Records from a data collection:

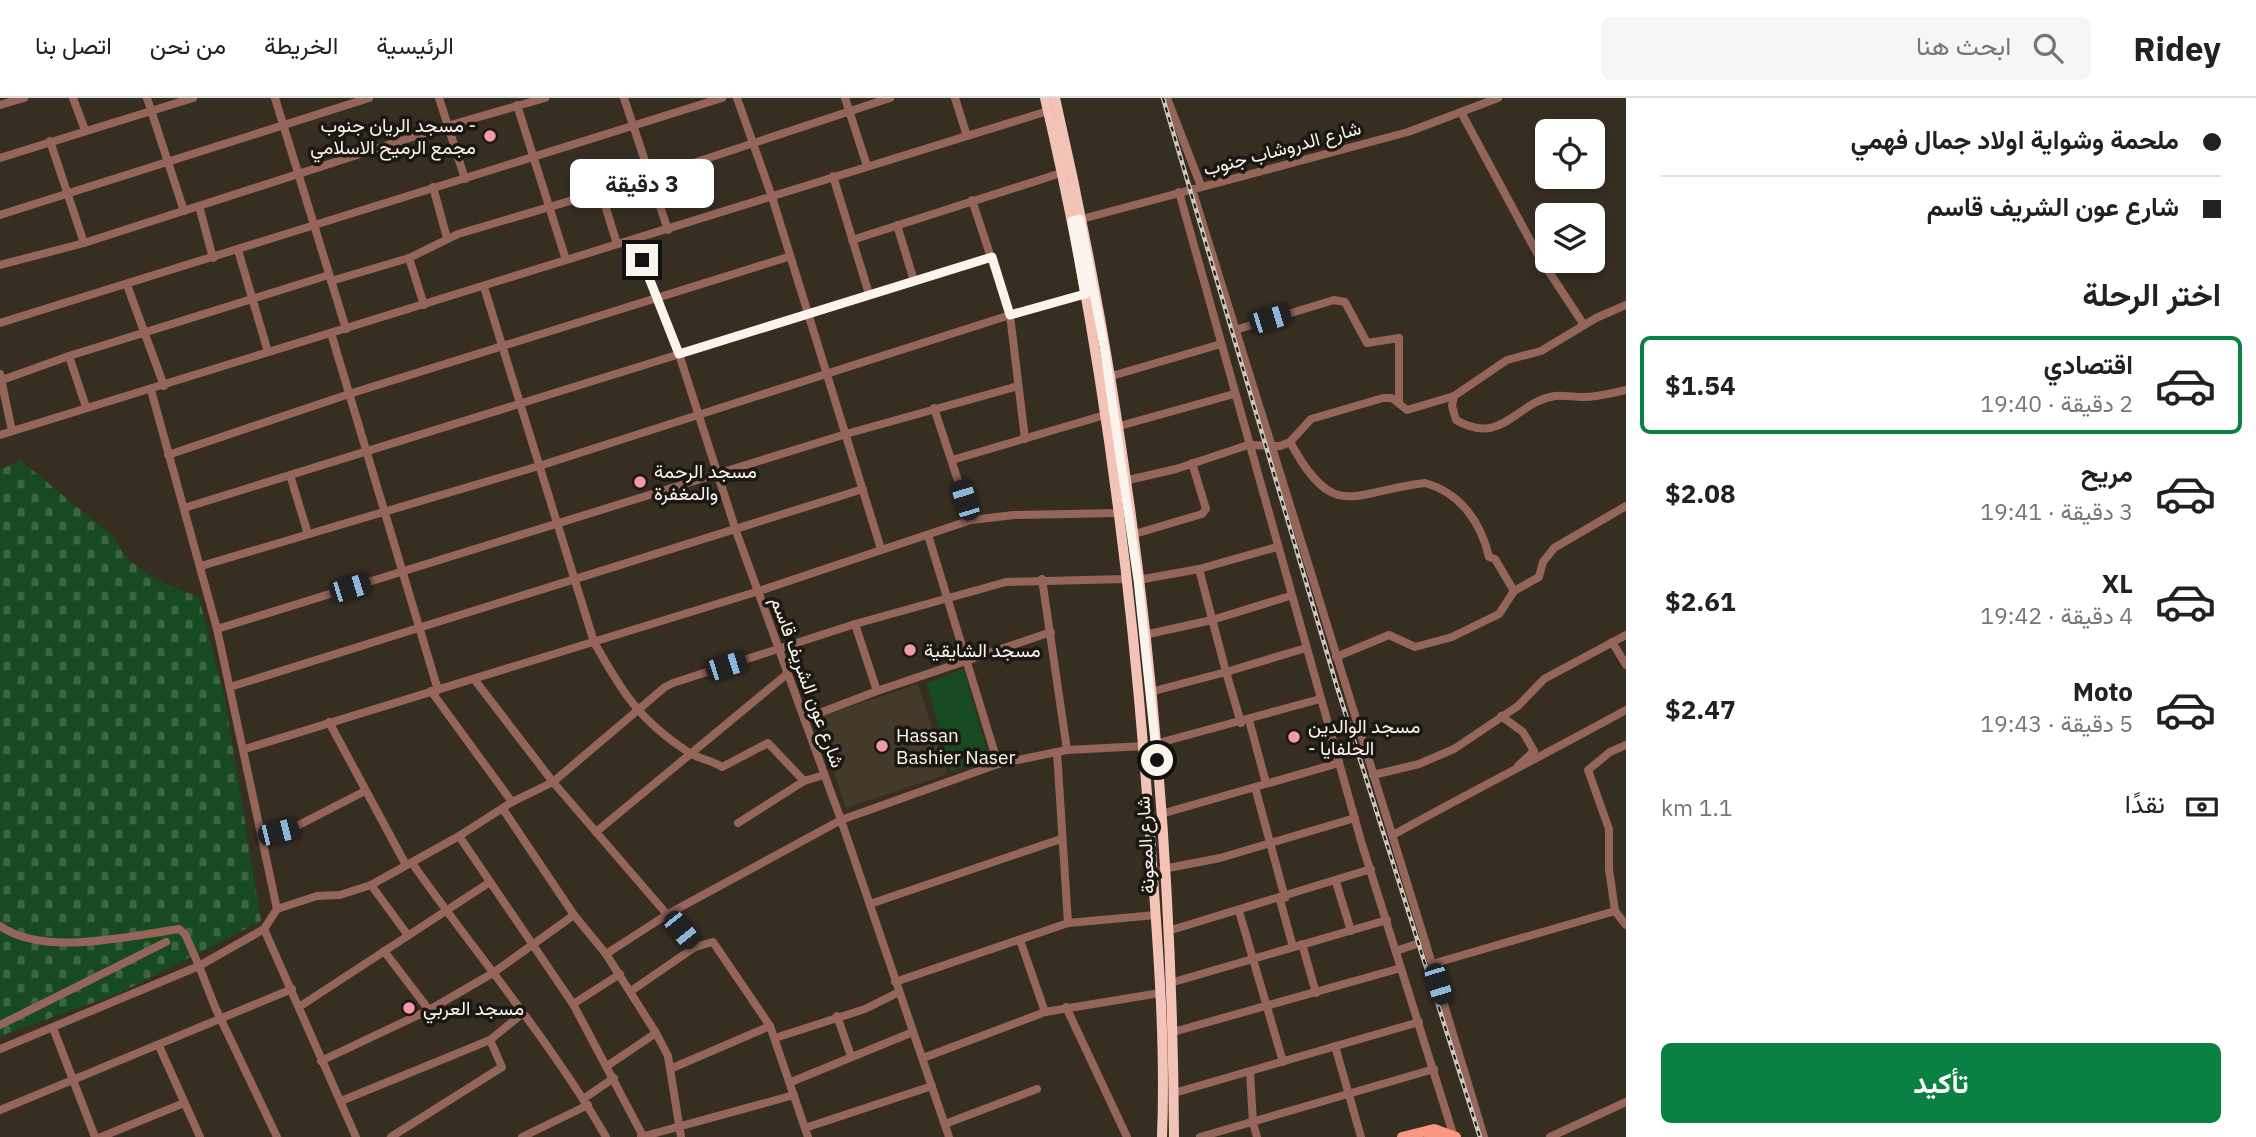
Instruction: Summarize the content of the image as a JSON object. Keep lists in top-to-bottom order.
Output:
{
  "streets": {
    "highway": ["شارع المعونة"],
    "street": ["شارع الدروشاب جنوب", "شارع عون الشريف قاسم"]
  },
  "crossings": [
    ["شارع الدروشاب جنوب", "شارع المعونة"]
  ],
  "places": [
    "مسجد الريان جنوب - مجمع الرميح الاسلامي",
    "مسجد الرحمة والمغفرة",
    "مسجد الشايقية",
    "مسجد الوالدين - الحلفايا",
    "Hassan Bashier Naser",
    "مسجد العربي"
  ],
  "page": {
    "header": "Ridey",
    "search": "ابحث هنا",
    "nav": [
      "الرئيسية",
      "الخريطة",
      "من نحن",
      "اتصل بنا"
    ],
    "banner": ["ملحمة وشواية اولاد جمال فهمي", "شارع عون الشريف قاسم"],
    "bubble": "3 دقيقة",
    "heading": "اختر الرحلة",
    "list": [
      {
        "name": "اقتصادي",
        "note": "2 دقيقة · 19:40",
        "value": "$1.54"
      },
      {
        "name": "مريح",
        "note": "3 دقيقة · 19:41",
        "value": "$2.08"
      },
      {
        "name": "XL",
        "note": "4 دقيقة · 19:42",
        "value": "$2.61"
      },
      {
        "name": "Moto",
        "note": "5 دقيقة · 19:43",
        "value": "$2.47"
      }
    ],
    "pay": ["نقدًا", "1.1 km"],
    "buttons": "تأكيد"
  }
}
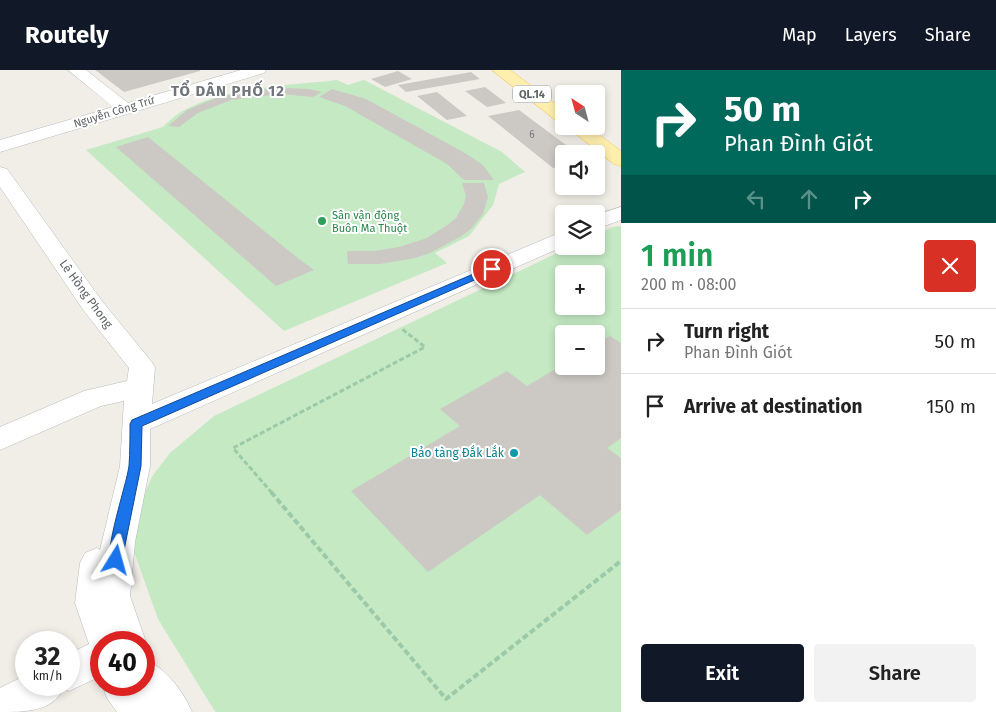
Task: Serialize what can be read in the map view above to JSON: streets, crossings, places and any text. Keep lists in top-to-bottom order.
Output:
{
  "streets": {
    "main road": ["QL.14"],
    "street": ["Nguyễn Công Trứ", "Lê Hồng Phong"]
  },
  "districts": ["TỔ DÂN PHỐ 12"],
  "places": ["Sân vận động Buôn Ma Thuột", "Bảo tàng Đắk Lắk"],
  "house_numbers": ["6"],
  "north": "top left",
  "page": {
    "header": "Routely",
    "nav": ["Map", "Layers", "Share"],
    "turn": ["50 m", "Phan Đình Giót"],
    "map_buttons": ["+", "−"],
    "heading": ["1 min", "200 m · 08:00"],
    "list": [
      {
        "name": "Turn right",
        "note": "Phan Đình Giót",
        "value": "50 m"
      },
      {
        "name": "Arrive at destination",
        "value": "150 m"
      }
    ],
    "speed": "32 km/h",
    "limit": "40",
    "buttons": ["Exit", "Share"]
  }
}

(Directions) The required answer is the line with "Task: Serialize what" plus every line after it to the end of the entries above, transcribed exactly.

(Output for this task)
Task: Serialize what can be read in the map view above to JSON: streets, crossings, places and any text. Keep lists in top-to-bottom order.
Output:
{
  "streets": {
    "main road": ["QL.14"],
    "street": ["Nguyễn Công Trứ", "Lê Hồng Phong"]
  },
  "districts": ["TỔ DÂN PHỐ 12"],
  "places": ["Sân vận động Buôn Ma Thuột", "Bảo tàng Đắk Lắk"],
  "house_numbers": ["6"],
  "north": "top left",
  "page": {
    "header": "Routely",
    "nav": ["Map", "Layers", "Share"],
    "turn": ["50 m", "Phan Đình Giót"],
    "map_buttons": ["+", "−"],
    "heading": ["1 min", "200 m · 08:00"],
    "list": [
      {
        "name": "Turn right",
        "note": "Phan Đình Giót",
        "value": "50 m"
      },
      {
        "name": "Arrive at destination",
        "value": "150 m"
      }
    ],
    "speed": "32 km/h",
    "limit": "40",
    "buttons": ["Exit", "Share"]
  }
}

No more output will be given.